What needs to be done: Work through the data below line by line and say how many lines hold "edge"; give only the number.

Dataset entries:

+ + + + + + +

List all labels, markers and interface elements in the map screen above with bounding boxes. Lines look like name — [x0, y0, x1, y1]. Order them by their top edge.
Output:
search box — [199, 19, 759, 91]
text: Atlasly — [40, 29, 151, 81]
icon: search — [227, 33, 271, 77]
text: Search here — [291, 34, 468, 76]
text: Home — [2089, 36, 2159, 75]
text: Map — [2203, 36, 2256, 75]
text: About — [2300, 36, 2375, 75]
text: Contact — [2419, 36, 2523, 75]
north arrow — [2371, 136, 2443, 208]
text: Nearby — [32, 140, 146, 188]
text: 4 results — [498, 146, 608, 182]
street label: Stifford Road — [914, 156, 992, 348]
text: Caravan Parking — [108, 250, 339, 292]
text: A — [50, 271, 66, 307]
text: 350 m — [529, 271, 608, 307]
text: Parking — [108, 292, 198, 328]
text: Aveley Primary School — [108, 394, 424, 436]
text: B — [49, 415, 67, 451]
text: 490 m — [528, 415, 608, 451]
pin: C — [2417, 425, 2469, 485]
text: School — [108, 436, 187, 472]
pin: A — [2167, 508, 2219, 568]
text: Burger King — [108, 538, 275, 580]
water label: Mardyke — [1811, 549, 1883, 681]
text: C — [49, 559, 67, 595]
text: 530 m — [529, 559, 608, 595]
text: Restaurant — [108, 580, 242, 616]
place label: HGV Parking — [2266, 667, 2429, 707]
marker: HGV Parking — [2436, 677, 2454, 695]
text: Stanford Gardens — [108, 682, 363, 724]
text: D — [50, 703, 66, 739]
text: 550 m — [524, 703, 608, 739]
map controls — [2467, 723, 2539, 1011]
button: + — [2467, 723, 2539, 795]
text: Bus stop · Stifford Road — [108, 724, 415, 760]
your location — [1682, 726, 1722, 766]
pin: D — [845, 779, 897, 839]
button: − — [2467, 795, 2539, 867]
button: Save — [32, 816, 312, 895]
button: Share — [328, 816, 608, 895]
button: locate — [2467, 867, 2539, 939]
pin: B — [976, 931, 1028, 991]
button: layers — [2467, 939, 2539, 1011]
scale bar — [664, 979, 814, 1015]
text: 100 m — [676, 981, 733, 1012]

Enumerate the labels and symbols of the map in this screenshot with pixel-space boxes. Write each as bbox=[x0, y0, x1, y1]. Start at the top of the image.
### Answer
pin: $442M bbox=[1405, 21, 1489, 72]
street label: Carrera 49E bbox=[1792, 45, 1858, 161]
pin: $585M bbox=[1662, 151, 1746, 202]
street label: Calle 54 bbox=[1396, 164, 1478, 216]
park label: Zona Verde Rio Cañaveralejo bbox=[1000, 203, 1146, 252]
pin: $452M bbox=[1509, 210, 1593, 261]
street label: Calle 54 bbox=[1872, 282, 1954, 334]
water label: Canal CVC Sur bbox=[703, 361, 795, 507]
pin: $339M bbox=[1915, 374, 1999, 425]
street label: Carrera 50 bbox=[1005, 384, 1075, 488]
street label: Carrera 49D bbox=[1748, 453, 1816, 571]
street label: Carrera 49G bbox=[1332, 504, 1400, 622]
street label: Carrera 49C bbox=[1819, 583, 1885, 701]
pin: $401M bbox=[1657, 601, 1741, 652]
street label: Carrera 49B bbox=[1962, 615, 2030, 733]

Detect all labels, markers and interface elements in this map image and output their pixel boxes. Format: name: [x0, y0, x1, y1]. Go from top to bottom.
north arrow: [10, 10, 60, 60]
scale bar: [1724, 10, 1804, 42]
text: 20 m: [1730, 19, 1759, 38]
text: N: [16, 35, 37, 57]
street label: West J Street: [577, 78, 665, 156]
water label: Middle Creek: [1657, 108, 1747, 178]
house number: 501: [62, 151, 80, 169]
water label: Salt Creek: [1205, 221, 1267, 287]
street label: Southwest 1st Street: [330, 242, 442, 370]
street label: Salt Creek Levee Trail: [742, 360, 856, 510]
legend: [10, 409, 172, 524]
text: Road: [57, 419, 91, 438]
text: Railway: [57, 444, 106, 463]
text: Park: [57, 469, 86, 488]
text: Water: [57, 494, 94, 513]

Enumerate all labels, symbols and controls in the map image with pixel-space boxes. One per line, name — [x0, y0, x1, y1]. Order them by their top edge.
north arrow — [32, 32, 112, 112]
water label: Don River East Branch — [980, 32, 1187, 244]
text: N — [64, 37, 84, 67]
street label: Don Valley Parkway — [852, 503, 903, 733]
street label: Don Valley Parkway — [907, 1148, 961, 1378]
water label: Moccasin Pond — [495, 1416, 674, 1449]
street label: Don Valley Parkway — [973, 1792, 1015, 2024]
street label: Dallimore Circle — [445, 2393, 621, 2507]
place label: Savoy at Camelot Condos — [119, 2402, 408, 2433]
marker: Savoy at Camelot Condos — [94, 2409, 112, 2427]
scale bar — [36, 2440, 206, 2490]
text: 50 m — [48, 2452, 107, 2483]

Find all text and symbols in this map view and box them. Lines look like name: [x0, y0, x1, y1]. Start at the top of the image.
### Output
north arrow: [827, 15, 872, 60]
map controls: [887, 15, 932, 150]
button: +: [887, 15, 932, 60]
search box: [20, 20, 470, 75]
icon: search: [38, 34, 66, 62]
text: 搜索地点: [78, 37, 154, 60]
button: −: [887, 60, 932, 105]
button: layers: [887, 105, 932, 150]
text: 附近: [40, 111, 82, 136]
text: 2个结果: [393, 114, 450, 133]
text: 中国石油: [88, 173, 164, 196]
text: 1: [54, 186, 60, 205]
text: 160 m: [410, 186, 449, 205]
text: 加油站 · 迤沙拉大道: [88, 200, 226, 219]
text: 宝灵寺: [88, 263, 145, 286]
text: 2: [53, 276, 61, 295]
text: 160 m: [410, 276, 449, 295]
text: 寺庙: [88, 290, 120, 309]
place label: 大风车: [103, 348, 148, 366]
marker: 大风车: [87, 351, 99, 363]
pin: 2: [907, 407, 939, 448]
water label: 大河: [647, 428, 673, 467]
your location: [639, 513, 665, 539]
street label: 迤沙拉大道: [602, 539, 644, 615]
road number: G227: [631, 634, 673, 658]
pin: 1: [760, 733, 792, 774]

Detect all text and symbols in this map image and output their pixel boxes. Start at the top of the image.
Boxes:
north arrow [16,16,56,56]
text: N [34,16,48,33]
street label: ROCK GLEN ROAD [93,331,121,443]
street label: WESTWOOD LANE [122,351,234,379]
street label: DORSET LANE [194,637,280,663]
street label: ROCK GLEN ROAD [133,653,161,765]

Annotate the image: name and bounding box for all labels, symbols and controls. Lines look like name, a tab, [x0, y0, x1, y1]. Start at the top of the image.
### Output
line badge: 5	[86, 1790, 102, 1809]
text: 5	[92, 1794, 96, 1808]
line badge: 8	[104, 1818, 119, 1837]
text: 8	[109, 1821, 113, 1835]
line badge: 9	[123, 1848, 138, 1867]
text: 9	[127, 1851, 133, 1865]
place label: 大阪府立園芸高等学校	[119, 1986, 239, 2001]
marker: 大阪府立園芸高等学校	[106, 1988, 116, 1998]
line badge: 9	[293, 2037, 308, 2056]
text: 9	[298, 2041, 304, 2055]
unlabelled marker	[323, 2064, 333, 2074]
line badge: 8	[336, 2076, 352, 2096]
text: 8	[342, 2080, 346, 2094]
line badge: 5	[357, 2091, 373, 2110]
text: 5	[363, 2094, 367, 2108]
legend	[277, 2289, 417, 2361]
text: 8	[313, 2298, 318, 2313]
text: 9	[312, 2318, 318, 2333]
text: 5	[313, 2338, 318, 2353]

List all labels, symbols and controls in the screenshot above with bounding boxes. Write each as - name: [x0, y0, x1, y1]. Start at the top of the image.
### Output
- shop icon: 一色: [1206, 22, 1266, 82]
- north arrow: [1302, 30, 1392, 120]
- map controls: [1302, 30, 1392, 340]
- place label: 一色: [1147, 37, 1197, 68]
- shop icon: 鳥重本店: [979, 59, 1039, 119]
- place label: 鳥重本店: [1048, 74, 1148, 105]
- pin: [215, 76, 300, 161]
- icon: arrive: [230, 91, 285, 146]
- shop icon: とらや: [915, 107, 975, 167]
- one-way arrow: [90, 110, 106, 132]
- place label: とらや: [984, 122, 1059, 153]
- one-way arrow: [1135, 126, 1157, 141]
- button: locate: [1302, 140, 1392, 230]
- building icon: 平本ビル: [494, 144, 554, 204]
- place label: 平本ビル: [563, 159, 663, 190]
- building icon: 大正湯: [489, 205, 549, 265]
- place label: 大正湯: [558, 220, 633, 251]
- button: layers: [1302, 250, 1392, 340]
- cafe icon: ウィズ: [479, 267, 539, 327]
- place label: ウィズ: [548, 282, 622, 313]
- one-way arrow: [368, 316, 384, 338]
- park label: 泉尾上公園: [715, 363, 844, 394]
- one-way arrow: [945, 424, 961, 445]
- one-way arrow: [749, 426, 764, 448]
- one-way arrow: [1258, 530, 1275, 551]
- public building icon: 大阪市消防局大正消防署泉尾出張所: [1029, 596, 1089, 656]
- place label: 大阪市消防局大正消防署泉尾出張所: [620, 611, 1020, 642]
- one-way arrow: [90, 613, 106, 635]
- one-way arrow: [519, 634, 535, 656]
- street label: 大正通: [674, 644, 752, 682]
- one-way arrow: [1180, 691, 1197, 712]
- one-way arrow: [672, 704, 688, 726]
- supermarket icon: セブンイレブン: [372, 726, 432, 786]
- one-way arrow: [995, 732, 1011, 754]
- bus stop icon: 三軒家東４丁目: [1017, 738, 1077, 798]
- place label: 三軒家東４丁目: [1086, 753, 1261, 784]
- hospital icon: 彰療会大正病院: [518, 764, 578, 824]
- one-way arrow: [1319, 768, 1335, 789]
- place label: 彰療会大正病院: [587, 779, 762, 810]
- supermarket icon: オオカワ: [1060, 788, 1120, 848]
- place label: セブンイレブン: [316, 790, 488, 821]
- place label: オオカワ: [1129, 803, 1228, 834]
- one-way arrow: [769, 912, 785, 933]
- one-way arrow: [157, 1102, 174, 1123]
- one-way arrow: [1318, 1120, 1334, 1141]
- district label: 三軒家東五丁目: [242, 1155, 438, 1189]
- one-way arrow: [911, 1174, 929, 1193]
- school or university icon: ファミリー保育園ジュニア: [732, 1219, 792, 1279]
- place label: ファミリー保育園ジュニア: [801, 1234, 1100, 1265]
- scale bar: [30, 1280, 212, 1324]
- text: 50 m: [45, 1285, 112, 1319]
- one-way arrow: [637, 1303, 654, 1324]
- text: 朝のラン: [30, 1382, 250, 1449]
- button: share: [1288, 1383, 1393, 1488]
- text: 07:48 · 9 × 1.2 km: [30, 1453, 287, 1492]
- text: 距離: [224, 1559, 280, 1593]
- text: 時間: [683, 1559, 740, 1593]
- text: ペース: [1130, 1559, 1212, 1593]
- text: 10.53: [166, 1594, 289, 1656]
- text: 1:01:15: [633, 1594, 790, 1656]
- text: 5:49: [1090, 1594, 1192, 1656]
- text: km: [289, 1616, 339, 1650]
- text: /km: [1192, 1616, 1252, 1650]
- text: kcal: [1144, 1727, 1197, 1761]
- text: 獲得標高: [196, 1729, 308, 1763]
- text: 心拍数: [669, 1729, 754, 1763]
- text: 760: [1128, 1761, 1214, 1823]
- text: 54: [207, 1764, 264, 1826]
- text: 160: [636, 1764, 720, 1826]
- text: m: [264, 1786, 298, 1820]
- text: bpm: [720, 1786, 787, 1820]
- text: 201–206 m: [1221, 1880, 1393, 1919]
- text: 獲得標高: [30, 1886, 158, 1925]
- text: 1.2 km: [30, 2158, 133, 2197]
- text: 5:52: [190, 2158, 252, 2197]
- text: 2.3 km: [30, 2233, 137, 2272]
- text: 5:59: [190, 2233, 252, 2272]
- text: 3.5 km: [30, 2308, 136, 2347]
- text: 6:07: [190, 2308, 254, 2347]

+ + + + + + +

Task response: 2